SUPPLIED ENTRIES:
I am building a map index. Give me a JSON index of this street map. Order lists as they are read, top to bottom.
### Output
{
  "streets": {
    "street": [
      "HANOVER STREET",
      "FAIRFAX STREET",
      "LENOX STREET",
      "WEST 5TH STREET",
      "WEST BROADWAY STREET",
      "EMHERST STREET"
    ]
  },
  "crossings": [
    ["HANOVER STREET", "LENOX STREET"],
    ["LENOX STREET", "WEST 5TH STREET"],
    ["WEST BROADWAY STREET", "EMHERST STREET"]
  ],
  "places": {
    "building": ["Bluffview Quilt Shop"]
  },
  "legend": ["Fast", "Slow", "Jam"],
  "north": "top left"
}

* * *

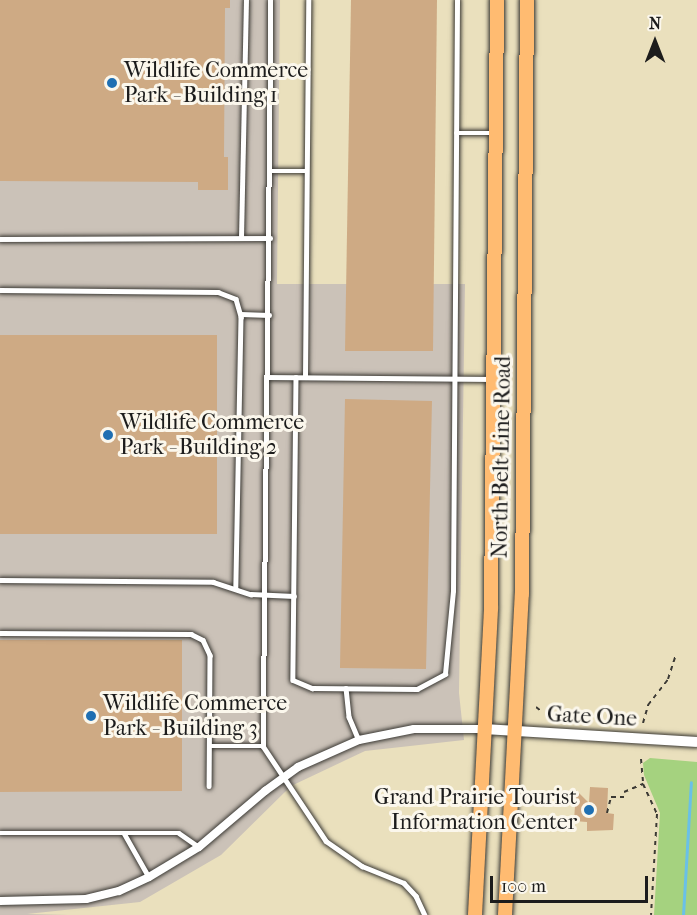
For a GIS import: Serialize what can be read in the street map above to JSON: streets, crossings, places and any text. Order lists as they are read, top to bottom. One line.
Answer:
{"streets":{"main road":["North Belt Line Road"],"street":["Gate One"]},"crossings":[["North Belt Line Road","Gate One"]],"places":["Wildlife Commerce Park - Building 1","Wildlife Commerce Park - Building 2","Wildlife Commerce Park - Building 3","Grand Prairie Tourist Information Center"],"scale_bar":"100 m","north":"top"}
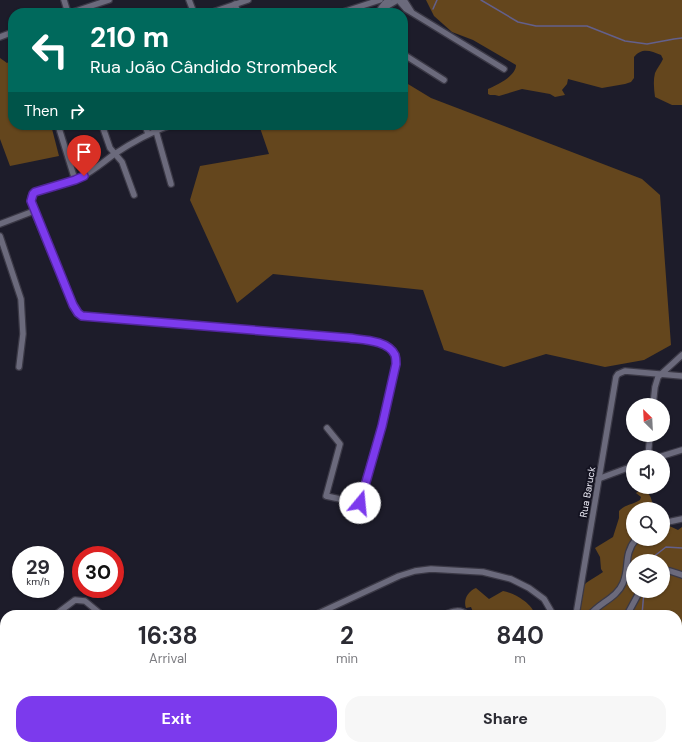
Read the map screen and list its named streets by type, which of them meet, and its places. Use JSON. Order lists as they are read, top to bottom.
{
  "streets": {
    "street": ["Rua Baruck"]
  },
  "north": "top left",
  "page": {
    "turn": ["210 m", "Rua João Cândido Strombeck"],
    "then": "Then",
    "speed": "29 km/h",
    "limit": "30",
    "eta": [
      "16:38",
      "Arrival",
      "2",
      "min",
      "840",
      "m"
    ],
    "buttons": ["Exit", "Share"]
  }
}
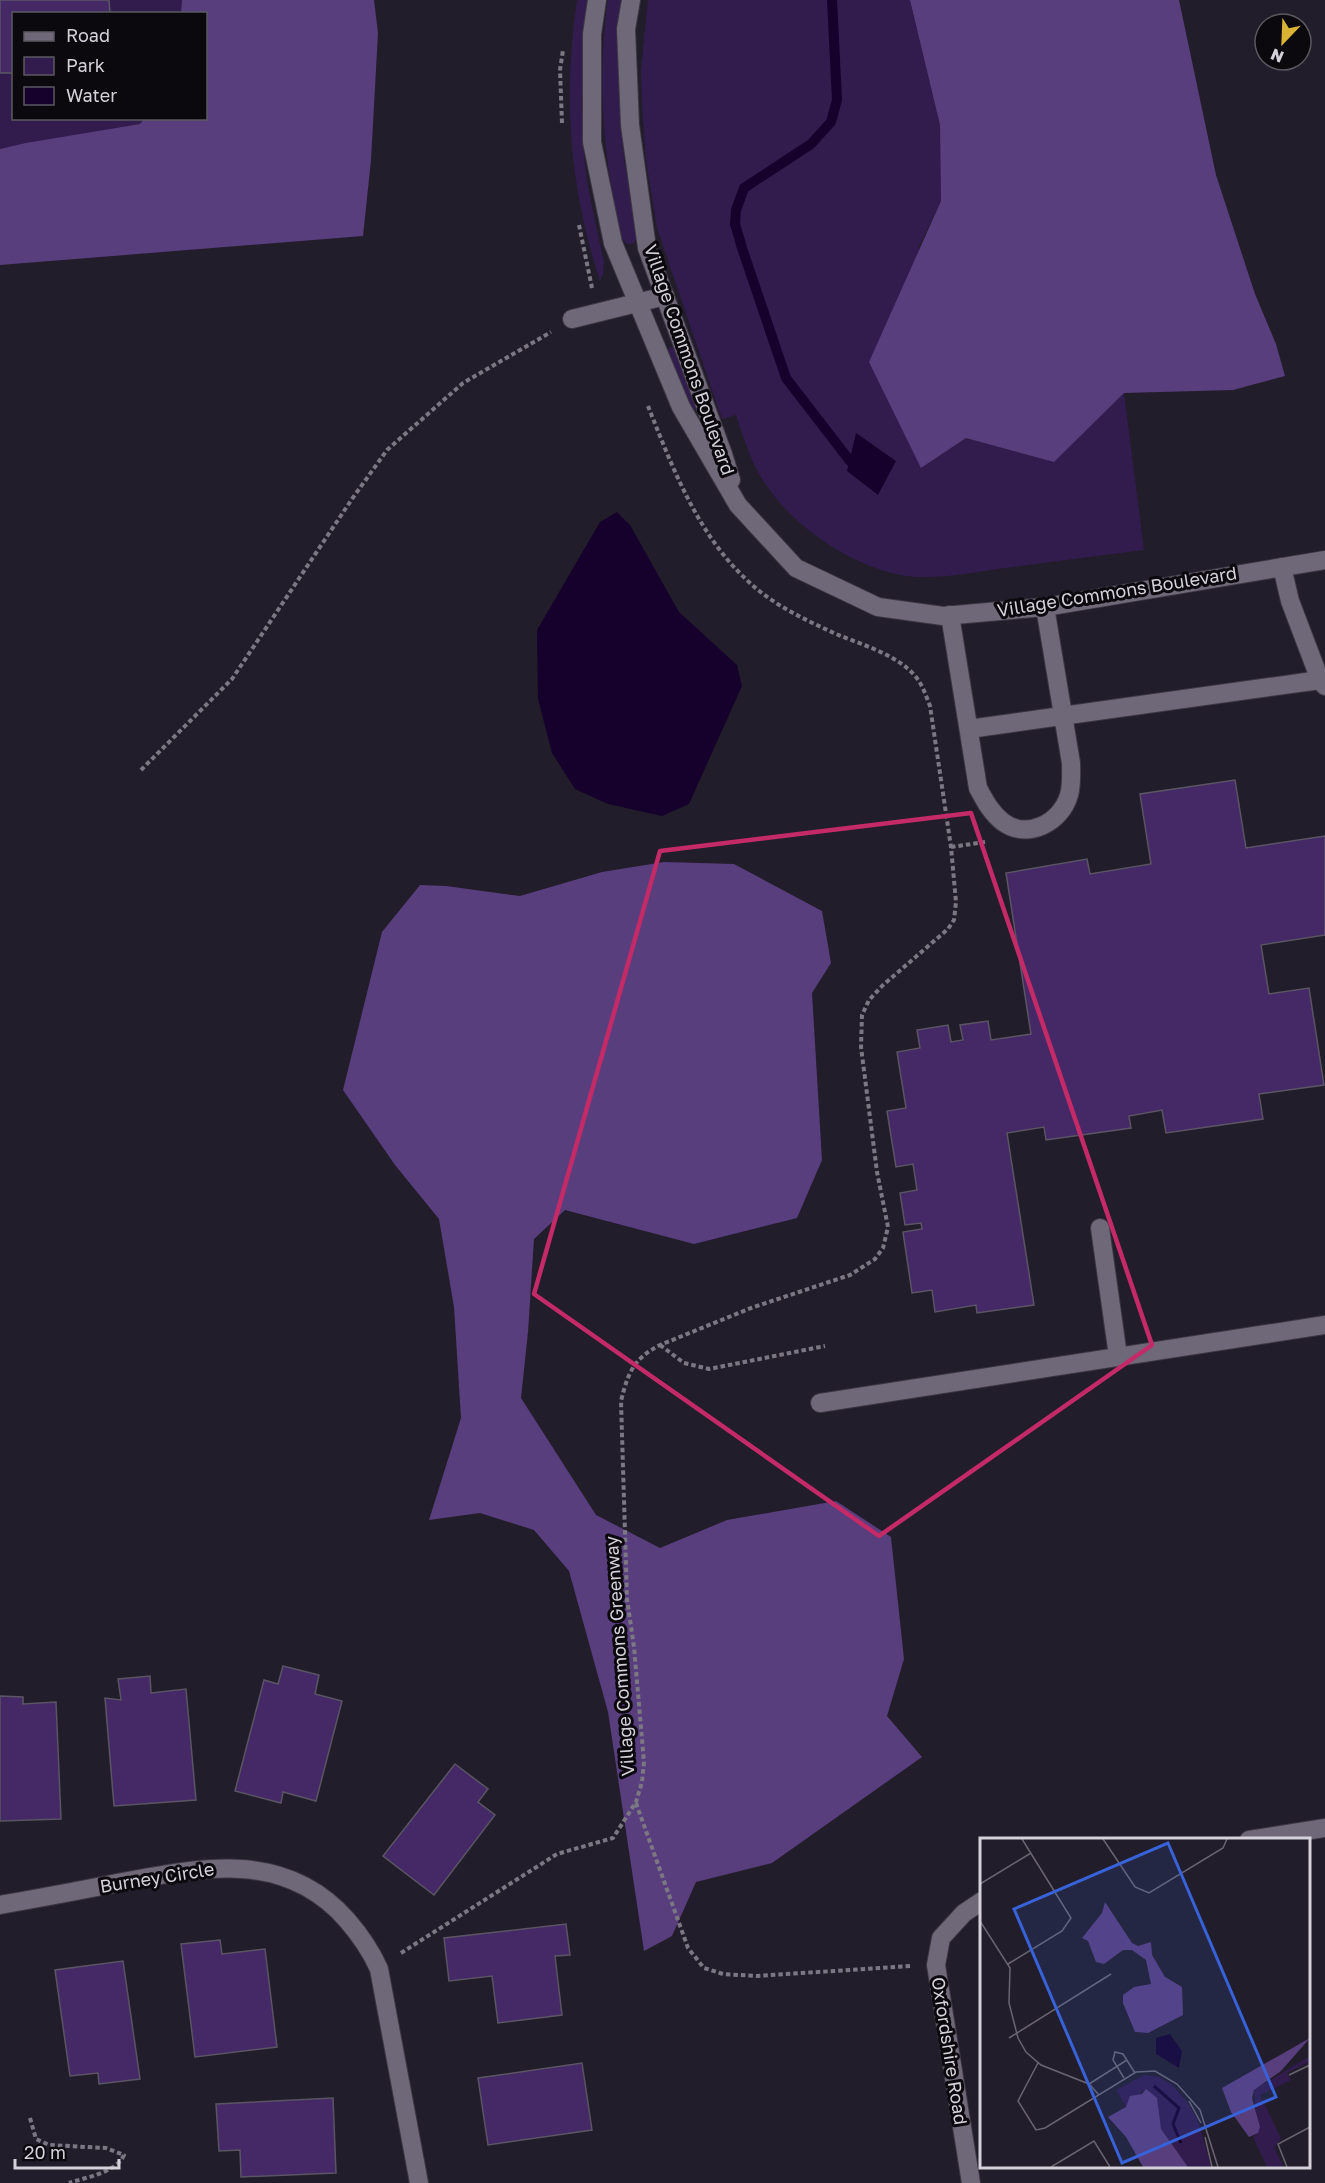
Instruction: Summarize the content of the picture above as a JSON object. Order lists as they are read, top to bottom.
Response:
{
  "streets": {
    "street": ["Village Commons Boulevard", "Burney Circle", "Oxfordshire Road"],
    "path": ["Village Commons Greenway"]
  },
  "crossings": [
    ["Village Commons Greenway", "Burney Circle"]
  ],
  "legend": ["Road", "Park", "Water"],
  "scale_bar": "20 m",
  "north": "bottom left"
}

EXERCISE:
Keep only those lines of the records that hold "above", and return them.

RESULT FOR THIS EXERCISE:
For a GIS import: Serialize what can be read in the street map above to JSON: streets, crossings, places and any text. Order lists as they are read, top to bottom. One line.
Instruction: Summarize the content of the picture above as a JSON object. Order lists as they are read, top to bottom.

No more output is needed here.